The ruling held for the remaining days of the session, but the war continues, both in the elections and in the questions sent to Abbott in the weeks after the end of the legislative session.
Legislators filed piles of briefs arguing the fine legal points, but the questions, really, boil down to: Does the speaker have the powers he claimed? Can speakers be removed in mid-session? If they are removed, can they be replaced right away?
And the positions basically fell into variations on these questions. Does the AG or anyone in the executive branch or the judicial branch have the constitutional power to tell the House how to conduct business? Is the speaker a creature of the state constitution or a creature of House rules (that goes to the question of who regulates him, if anyone)? Does anything in the constitution protect the speaker and his powers from the will of the House in the middle of a session? Is there a way to remove and/or replace a speaker in mid-session, or is that something that happens only as the House convenes at the beginning of each two-year cycle?
Abbott's decision to collect briefs and take his time with this surprised some observers, especially those who thought he was playing — unnecessarily — with the nasty political virus that rages on both sides of the aisle in the Texas House.
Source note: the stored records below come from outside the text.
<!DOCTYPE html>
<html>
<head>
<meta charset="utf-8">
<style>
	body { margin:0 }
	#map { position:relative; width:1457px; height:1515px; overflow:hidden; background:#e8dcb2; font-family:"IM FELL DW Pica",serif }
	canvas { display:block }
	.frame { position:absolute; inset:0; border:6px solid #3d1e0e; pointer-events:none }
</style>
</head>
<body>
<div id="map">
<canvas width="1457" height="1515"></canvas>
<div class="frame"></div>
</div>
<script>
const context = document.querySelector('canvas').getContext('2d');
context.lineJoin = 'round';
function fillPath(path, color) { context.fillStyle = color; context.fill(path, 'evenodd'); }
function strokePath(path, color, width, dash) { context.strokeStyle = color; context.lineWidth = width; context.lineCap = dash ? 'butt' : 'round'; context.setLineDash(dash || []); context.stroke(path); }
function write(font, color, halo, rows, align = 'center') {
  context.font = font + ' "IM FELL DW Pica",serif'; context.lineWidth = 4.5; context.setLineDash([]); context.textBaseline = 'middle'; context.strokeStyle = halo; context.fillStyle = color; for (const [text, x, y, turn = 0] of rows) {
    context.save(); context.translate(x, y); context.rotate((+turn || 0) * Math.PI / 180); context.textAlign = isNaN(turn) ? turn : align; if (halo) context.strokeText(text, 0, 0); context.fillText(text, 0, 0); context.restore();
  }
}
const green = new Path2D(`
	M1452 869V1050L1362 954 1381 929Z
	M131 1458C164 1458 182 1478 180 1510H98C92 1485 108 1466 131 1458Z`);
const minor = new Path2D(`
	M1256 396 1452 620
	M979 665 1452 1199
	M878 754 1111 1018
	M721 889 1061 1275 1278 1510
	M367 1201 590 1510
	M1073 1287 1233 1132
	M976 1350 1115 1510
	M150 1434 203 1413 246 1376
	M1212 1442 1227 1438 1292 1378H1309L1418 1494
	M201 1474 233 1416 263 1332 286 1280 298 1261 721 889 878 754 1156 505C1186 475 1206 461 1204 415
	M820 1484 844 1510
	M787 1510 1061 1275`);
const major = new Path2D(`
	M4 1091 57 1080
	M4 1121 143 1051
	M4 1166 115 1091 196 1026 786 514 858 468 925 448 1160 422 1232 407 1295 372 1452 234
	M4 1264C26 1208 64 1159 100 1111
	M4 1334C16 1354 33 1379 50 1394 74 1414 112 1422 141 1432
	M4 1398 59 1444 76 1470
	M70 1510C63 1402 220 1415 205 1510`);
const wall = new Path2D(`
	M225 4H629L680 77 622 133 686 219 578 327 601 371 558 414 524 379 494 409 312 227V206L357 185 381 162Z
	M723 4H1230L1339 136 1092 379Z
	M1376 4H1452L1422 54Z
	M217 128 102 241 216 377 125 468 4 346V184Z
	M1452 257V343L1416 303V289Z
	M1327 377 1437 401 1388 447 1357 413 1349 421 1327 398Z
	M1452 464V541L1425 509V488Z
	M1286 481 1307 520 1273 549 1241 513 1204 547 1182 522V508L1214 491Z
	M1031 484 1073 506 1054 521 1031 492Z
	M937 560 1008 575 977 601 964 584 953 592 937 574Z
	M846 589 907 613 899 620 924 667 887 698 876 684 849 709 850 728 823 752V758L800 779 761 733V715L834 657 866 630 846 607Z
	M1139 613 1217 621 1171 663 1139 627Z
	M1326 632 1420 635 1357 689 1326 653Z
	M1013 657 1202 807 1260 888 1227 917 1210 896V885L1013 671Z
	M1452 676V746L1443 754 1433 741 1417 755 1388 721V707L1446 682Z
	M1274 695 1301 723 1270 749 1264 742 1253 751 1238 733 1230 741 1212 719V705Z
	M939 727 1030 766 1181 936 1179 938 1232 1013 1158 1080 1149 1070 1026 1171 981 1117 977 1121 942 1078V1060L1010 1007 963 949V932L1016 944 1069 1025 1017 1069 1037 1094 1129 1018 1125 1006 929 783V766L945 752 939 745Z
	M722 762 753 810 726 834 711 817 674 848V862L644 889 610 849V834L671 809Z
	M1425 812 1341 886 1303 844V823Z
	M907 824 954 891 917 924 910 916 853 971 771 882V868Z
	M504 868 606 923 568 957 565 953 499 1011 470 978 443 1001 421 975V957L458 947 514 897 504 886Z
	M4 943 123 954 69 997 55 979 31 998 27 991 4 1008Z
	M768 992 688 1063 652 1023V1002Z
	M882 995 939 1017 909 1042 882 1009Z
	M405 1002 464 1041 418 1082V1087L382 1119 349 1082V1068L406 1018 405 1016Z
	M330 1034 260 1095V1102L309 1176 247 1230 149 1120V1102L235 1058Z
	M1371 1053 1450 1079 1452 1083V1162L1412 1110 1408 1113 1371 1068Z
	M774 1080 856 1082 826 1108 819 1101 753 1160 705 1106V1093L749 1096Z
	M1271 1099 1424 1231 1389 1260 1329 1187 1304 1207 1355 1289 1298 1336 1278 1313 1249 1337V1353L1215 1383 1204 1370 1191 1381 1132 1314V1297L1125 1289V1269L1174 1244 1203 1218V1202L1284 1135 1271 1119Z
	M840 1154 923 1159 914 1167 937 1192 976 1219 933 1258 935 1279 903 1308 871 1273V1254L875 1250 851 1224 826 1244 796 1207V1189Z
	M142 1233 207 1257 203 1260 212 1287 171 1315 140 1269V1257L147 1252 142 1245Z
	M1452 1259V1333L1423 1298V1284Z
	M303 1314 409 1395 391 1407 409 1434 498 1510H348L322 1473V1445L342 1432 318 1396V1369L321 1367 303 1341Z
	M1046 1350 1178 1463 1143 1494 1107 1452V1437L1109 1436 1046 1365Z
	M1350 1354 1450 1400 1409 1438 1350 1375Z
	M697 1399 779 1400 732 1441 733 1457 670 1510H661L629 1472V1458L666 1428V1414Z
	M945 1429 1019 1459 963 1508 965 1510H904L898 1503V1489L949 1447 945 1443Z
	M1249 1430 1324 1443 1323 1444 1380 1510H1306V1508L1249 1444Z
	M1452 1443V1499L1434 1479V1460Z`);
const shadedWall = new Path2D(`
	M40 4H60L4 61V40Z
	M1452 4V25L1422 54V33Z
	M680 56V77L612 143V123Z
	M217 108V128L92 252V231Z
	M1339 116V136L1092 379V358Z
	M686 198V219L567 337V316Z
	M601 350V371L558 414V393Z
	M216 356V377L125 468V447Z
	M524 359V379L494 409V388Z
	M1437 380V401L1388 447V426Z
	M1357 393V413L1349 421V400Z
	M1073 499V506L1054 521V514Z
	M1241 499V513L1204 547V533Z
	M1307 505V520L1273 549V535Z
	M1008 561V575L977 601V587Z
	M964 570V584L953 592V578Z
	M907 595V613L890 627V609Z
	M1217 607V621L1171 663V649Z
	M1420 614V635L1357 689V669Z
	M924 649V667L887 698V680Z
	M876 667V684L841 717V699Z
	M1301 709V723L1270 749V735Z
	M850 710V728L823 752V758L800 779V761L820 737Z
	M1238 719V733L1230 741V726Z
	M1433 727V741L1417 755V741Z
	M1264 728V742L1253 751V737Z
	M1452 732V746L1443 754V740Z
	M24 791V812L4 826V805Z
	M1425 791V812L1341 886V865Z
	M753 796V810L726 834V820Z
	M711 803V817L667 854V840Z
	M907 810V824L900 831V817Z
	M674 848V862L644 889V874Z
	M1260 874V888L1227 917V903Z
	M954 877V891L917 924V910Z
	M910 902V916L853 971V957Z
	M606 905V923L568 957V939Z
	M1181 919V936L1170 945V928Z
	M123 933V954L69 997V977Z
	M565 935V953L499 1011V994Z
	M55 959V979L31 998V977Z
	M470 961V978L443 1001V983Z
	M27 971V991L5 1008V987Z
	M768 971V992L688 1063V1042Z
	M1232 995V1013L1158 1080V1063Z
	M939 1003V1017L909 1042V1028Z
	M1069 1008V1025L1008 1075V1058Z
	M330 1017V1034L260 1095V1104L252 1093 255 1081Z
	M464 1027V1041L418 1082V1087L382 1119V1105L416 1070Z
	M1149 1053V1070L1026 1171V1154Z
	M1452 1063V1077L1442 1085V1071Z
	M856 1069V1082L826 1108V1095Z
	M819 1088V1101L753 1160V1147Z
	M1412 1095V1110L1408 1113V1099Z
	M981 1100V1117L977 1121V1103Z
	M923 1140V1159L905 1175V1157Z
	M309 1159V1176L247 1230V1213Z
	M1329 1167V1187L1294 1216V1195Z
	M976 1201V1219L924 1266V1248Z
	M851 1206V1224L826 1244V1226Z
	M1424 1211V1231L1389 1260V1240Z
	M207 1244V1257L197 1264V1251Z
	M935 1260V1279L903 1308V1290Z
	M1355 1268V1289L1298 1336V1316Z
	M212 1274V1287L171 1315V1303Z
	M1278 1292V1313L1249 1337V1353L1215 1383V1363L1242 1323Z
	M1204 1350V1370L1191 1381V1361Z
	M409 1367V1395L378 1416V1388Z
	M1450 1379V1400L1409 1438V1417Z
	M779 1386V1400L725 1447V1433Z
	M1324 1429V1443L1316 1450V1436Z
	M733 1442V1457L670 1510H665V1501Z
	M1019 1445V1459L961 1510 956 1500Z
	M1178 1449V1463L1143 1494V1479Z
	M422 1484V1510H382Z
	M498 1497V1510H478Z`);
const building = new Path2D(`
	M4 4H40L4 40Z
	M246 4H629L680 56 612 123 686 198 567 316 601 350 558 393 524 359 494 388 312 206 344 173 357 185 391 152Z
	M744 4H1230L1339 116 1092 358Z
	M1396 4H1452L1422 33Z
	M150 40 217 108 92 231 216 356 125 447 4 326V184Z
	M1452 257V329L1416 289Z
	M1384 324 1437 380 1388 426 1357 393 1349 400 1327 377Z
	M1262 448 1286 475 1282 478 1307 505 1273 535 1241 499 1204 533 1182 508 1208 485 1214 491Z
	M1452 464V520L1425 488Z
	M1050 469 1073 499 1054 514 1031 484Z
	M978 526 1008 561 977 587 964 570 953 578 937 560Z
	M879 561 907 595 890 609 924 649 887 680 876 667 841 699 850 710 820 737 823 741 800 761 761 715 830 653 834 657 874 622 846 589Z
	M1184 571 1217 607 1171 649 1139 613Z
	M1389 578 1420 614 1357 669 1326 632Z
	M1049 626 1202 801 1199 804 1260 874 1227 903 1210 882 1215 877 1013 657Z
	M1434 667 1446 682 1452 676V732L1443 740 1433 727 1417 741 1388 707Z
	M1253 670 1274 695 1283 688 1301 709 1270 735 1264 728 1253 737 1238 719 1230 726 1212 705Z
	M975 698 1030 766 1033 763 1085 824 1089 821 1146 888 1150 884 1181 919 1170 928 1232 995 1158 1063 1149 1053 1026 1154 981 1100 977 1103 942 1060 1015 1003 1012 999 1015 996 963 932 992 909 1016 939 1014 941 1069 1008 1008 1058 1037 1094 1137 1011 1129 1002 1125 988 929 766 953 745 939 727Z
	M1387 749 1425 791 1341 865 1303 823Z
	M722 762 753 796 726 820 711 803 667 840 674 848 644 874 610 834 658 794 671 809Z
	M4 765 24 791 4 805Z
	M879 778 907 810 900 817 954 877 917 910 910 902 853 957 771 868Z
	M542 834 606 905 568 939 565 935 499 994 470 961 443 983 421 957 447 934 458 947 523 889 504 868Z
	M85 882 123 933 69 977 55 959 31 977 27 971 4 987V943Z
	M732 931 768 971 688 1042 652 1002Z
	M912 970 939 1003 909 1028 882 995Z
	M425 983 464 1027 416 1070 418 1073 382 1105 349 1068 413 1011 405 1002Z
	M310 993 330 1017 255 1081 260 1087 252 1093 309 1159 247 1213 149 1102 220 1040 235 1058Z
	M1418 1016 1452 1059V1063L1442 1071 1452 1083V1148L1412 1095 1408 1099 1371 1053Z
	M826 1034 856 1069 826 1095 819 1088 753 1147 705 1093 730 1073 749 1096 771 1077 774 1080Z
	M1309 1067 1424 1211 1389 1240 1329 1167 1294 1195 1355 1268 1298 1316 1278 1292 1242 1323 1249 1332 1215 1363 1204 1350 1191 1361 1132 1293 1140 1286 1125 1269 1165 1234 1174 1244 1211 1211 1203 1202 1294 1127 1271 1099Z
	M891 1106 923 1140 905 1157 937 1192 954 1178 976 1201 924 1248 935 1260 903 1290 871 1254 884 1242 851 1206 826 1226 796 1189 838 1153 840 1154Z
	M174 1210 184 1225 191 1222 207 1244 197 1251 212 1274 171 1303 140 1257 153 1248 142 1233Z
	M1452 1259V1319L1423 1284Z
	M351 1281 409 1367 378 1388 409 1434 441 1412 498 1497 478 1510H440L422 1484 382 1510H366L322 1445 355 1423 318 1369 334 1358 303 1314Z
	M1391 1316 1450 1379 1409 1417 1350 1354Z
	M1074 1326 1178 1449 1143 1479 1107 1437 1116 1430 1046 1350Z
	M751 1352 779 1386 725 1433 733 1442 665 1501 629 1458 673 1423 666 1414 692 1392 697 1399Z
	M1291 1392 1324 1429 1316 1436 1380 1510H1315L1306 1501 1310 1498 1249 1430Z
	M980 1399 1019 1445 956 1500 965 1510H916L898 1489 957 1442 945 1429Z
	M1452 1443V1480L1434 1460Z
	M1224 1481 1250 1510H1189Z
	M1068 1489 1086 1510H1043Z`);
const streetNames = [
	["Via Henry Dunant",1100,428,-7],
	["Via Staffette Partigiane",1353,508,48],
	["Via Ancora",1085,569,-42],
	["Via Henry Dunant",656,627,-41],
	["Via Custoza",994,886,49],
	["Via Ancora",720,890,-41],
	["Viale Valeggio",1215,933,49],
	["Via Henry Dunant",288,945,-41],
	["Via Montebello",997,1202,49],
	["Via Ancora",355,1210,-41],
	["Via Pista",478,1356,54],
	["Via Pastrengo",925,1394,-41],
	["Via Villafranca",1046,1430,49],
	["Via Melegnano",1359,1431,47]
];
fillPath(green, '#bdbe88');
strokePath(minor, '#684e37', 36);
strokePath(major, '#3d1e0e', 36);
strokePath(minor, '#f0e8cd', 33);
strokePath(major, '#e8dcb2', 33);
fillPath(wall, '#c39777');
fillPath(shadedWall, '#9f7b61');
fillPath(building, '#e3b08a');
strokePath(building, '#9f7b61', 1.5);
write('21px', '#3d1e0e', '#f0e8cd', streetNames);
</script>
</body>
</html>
He had an easy out, lawyers said: He could say the House gets to make it's own rules, and then that the constitutional questions are best left to the courts.
And since the opinions of Texas attorneys general have no legal weight, a firm ruling wouldn't bind the players in the political fight, and could only splash Abbott with those House germs. Put it this way: It's been difficult to find someone to say Abbott would extract a plum sticking his thumb in this particular pie.